Shifting Speed in Chinese Martial Arts Cinema: Yuen Woo-Ping's Contribution to the New Chinese Cinema of Attractions

Curator's Note

Chinese popular cinema is entering an unprecedented era as it prepares to challenge Hollywood’s dominance of the blockbuster market. An influx of talent from the struggling Hong Kong industry jolted mainland cinema into another economic and cultural sphere. Yuen Woo-ping's oeuvre exemplifies the roots of this emerging form of Chinese cinema perhaps better than any other filmmaker. Woo-Ping’s post- Matrix (1999) modified direction and choreography brings a modernized transnational visuality to mainland Chinese cinema that proffers new senses of global identity and being amidst its thrills. After completing choreography work on The Matrix trilogy, and several other American financed films, Yuen retuned to a revamped Chinese film industry and the director’s chair in 2010 for mainland China’s first 3D production, True Legend.

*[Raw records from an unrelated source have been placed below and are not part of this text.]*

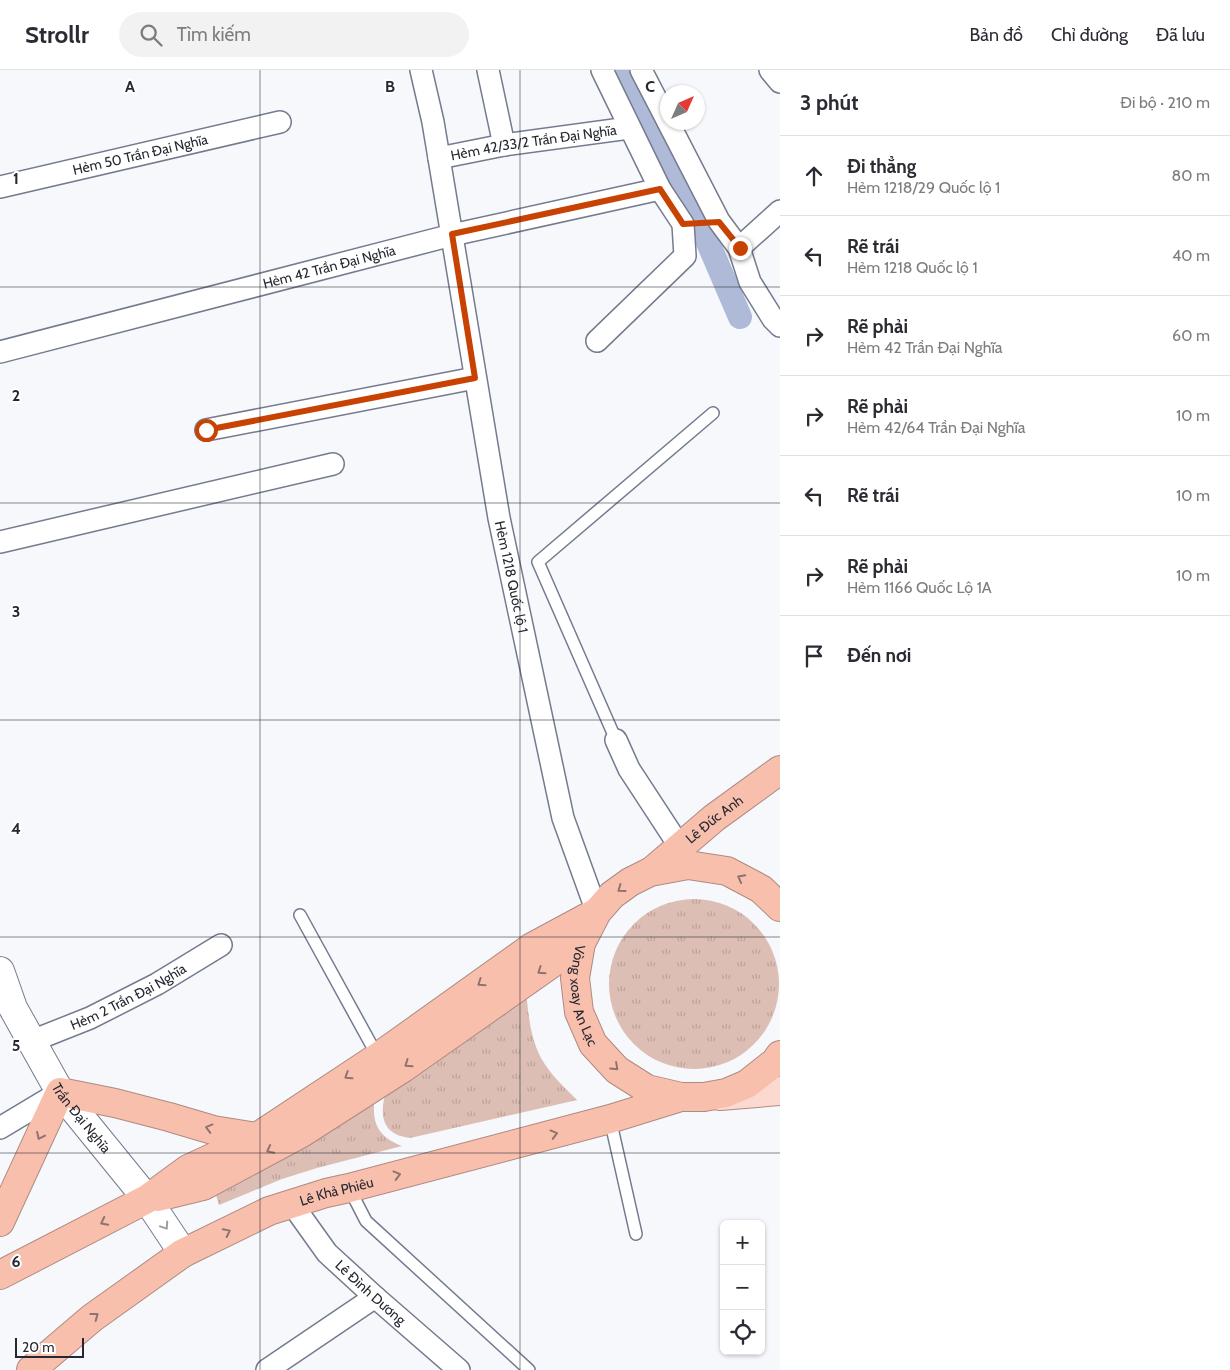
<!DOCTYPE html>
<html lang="vi">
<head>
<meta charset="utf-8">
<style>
	:root { --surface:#fff; --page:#f2f2f3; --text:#2b2b33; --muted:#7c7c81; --line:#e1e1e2 }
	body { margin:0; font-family:Cabin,sans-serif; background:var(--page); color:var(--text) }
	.controls { position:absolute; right:15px; bottom:15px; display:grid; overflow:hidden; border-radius:8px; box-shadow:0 1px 4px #0004 }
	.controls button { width:45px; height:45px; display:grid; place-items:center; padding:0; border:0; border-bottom:1px solid var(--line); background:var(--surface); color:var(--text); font:25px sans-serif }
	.compass { position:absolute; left:660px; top:15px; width:45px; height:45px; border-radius:50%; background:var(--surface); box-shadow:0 1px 4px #0004; rotate:45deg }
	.scale { position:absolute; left:15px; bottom:12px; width:69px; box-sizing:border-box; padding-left:5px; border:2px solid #252830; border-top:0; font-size:14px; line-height:18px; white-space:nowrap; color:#252830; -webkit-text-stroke:4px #fff; paint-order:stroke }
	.stop { position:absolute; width:15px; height:15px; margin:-11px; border:4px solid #c84203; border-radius:50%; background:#fff }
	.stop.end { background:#c84203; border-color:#fff; box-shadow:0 1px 5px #0008 }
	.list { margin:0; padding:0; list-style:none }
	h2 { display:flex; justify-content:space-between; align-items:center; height:65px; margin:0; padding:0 20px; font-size:21px }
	h2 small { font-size:16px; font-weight:400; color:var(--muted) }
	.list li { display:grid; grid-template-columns:32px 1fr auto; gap:15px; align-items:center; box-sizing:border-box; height:80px; padding:0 20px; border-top:1px solid var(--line) }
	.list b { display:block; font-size:19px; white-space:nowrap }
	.list p { margin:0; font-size:16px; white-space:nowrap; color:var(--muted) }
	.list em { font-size:16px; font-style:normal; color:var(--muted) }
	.icon { flex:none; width:28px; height:28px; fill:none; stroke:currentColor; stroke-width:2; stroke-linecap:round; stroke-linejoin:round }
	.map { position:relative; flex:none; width:780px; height:1300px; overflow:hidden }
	header { display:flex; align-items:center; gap:30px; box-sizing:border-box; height:70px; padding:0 25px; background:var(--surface); border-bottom:1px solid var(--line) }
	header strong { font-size:24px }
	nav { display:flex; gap:28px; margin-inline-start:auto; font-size:18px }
	.search { width:350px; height:45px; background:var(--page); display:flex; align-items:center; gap:12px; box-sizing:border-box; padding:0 18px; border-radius:28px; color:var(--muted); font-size:19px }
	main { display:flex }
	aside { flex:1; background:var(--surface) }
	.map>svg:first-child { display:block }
	.grass { fill:url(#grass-tufts) }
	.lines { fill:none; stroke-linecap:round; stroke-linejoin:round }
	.canal { stroke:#afbad8; stroke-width:24 }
	.lane-casing { stroke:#747b8f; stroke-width:14 }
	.street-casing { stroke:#747b8f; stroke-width:24 }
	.secondary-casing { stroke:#747b8f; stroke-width:30 }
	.primary-casing { stroke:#af8a81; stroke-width:30 }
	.highway-casing { stroke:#af8a81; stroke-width:30 }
	.lane { stroke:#fff; stroke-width:11 }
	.street { stroke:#fff; stroke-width:21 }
	.secondary { stroke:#fff; stroke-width:28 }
	.primary { stroke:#fbd9ce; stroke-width:28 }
	.highway { stroke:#f9bfad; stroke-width:28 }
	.oneway { stroke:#8f746e }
	.oneway2 { stroke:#9d9ea2 }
	.route { stroke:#c84203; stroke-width:6 }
	.grid { fill:none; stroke:#252830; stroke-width:1; stroke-opacity:0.55 }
	.labels { text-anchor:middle; stroke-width:4; stroke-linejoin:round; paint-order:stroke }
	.street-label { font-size:14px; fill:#252830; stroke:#fff }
	.grid-label { font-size:16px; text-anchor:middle; font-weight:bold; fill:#252830; stroke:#fff; stroke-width:4; stroke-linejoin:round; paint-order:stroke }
</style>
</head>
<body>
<header>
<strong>Strollr</strong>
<div class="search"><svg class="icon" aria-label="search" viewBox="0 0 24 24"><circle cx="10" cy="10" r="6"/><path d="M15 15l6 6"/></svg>Tìm kiếm</div>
<nav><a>Bản đồ</a><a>Chỉ đường</a><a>Đã lưu</a></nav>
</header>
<main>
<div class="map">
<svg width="780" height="1300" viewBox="0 0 780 1300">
	<defs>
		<pattern id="grass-tufts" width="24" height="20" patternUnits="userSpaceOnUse" patternTransform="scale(1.25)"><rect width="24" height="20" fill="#dcbeb4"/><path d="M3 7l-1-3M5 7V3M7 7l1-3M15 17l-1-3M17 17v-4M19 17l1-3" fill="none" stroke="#bda39b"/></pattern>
	</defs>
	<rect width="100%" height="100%" fill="#f6f8fc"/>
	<!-- grass -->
	<g class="grass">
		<circle cx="694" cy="914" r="85"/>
		<path d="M526,919C528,942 530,967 541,988C550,1004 564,1017 577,1030L410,1068C405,1067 398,1066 394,1063C379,1054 382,1035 386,1021Z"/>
		<path d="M376,1020C371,1047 373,1065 402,1076L317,1098L282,1109L219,1135L216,1125L217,1120Z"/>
	</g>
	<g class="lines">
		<!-- canal -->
		<path class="canal" d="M620,0L650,60L697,147L740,247"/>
		<!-- lane casing -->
		<g class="lane-casing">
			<g id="lane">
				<path d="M616,670L538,492L713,343"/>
				<path d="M300,845L378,987"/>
				<path d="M610,1049L636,1164"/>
				<path d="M349,1118L366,1151L529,1300"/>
			</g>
		</g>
		<!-- street casing -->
		<g class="street-casing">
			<g id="street">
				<path id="s1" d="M421,0L433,52L499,448L563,748L597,842"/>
				<path d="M488,0L504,75"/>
				<path d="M641,0L668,52"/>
				<path d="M770,0L780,12"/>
				<path d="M668,52L719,151L739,178L750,212L773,249L780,256"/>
				<path id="s2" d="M439,88L504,75L629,58"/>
				<path id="s3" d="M0,117L280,52"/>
				<path d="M739,178L780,141"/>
				<path d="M597,271L685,186L683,154L660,119L602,0"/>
				<path id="s4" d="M0,282L452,165L660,119"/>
				<path d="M206,360L475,308"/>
				<path d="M0,472L333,394"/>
				<path d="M616,670L629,699L680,777"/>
				<path id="s5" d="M32,971L90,948L157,914L221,875"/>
				<path d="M0,1058L60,1022"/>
				<path id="s6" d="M292,1134L327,1183L375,1227L459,1300"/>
				<path d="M267,1300L375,1227"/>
			</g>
		</g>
		<!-- secondary casing -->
		<g class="secondary-casing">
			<g id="secondary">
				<path id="s7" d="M0,901L13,938L60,1022L147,1129L183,1183"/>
			</g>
		</g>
		<!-- primary casing -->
		<g class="primary-casing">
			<path id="primary" d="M720,1026L780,1021"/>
		</g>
		<!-- highway casing -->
		<g class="highway-casing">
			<g id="highway">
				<path id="s8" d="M652,801L714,748L780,700"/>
				<path id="s9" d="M780,837L761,819L727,801L688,795L650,802L630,812L612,825L597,842L581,873L575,908L579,942L593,974L617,1000L647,1019L681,1027H704L726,1023L747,1014L775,992L780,985"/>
				<path d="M158,1127L203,1116L300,1064L403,998L581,873"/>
				<path d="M0,1152L60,1022L115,1033L169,1047L213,1060L257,1067"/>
				<path d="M0,1205L147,1129L188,1099L257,1067L378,987L532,877L597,842"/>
				<path id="s10" d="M31,1300L92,1248L183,1183L269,1141L326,1123L349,1118L610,1049L681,1027"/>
			</g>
		</g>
		<!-- lane -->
		<use href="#lane" class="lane"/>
		<!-- street -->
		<use href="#street" class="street"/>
		<!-- secondary -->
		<use href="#secondary" class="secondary"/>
		<!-- primary -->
		<use href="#primary" class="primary"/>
		<!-- highway -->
		<use href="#highway" class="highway"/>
	</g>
	<!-- one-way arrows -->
	<defs><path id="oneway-chevron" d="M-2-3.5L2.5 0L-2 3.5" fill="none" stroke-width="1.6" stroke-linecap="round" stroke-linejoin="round" transform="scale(1.25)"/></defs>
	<g class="oneway">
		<use href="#oneway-chevron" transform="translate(741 808) rotate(-152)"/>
		<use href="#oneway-chevron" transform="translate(621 819) rotate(144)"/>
		<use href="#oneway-chevron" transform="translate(541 901) rotate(145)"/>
		<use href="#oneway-chevron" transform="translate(481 913) rotate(145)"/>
		<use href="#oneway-chevron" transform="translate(408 994) rotate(145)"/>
		<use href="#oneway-chevron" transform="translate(615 997) rotate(43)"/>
		<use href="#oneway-chevron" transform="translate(348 1006) rotate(147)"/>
		<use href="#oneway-chevron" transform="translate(209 1058) rotate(-165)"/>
		<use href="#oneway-chevron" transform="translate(554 1064) rotate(-15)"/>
		<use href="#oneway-chevron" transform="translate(40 1066) rotate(115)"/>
		<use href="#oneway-chevron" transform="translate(270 1080) rotate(152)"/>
		<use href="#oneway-chevron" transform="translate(397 1105) rotate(-15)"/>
		<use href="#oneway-chevron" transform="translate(104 1152) rotate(153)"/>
		<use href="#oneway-chevron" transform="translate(227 1162) rotate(-26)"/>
		<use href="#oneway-chevron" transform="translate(95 1246) rotate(-37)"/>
	</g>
	<use class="oneway2" href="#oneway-chevron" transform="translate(165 1156) rotate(56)"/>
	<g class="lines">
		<!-- route -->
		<path class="route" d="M206,360L475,308L452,164L660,119L683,154L719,152L740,178"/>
	</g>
	<!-- grid -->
	<path class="grid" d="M260,0V1300M520,0V1300M0,217H780M0,433H780M0,650H780M0,867H780M0,1083H780"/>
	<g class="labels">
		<!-- street labels -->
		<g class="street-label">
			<text dy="5" stroke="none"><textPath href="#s2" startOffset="96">Hẻm 42/33/2 Trần Đại Nghĩa</textPath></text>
			<text dy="5" stroke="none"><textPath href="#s3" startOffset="144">Hẻm 50 Trần Đại Nghĩa</textPath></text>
			<text dy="5" stroke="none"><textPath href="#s4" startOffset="340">Hẻm 42 Trần Đại Nghĩa</textPath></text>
			<text dy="5" stroke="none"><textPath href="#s1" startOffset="515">Hẻm 1218 Quốc lộ 1</textPath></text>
			<text dy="5" stroke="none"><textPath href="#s8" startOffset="81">Lê Đức Anh</textPath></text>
			<text dy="5" stroke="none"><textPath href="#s9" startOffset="299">Vòng xoay An Lạc</textPath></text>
			<text dy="5" stroke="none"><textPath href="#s5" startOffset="106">Hẻm 2 Trần Đại Nghĩa</textPath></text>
			<text dy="5" stroke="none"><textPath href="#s7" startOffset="169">Trần Đại Nghĩa</textPath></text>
			<text dy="5" stroke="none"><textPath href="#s10" startOffset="358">Lê Khả Phiêu</textPath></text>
			<text dy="5" stroke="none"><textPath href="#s6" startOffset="119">Lê Đình Dương</textPath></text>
		</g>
	</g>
	<g class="grid-label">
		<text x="130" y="22">A</text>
		<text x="390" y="22">B</text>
		<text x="650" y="22">C</text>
		<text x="16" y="114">1</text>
		<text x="16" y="331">2</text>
		<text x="16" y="547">3</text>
		<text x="16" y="764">4</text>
		<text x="16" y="981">5</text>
		<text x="16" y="1197">6</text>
	</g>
</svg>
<div class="controls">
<button>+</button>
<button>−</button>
<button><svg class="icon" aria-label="locate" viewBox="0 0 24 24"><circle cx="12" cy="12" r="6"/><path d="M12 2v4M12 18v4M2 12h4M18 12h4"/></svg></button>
</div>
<svg class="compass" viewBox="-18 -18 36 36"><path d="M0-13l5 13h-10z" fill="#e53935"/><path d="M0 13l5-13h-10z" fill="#7c7c81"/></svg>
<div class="scale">20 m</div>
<div class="stop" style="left:206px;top:360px"></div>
<div class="stop end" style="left:740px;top:178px"></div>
</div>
<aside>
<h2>3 phút<small>Đi bộ · 210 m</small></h2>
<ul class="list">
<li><svg class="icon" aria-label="ahead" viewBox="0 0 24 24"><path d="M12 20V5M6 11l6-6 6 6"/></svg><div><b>Đi thẳng</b><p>Hẻm 1218/29 Quốc lộ 1</p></div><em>80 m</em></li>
<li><svg class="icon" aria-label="left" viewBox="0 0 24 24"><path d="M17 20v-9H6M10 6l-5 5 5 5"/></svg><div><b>Rẽ trái</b><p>Hẻm 1218 Quốc lộ 1</p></div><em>40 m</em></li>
<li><svg class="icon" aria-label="right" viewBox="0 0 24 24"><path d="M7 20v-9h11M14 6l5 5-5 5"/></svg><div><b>Rẽ phải</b><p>Hẻm 42 Trần Đại Nghĩa</p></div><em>60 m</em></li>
<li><svg class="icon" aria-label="right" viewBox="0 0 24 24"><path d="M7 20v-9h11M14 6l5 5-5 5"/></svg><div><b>Rẽ phải</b><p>Hẻm 42/64 Trần Đại Nghĩa</p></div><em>10 m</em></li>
<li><svg class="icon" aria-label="left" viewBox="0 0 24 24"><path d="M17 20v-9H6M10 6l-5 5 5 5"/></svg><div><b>Rẽ trái</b></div><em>10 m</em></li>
<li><svg class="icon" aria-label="right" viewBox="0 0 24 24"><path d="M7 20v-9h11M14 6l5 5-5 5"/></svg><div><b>Rẽ phải</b><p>Hẻm 1166 Quốc Lộ 1A</p></div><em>10 m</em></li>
<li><svg class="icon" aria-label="arrive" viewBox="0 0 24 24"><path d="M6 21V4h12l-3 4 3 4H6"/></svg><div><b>Đến nơi</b></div></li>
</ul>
</aside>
</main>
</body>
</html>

Although Yuen no longer solely relies on the cinematographic ingenuity with camera angles he used in films such as Snake in the Eagle’s Shadow or Tai-Chi Master to produce an idea of motion to the audience, he now provides an urbane alternative yielding the same instinctive effects, but through methods that confront our perceptions. In the film’s closing fight sequence, So decides to imbibe some more liquor from the container attached to his belt in order to wield the drunken boxing style. Immediately afterwards, two of the fighters assault him from opposite sides. Although he does not block their blows, as Neo, with his hands, computer graphics render the motion of his legs to strike in several directions at once when he spins himself on the floor to repel his attackers. This moment jars us, through the dazzling phenomenon it presents, in its unmistakable reference to its stylistic progenitor, The Matrix, and finally how the cinematic representation of drunken boxing has transformed since Drunken Master. The audience is reminded of the distinctly pluralistic philosophy behind the story and aesthetics of The Matrix, distancing them from the ostensibly nationalistic zeal that the film’s closing confrontation initially suggests.

Comments

I don't think that this scene necessarily distances a Chinese sense of nationality from the Chinese, though you are more equipped to make the argument having watched the whole movie, and I may be misunderstanding you. I think it's important to remember China's readiness to accept Marx would suggest a tendency to accept the primacy of material culture in considering it though--and that even in the magical/comedic senses of realism that are presented in this scene I can see that--and I can still see a story that represents the engagement of a peasant with colonialist forces. I think it might be important for Chinese audiences to remember this as they continue to gain a middle class and wrestle with economic dominance and national ideology. But it's not up to me to suppose whether or not it is important. That's the job of the Chinese people.

Many kung fu films have historically featured a similar scene in their conclusions. The style is what I am arguing distances us from the nationalism suggested in this particular scene. The scene utilizes a fresh realization of Chinese martial arts that was developed as part of a pluralistic approach to kung fu.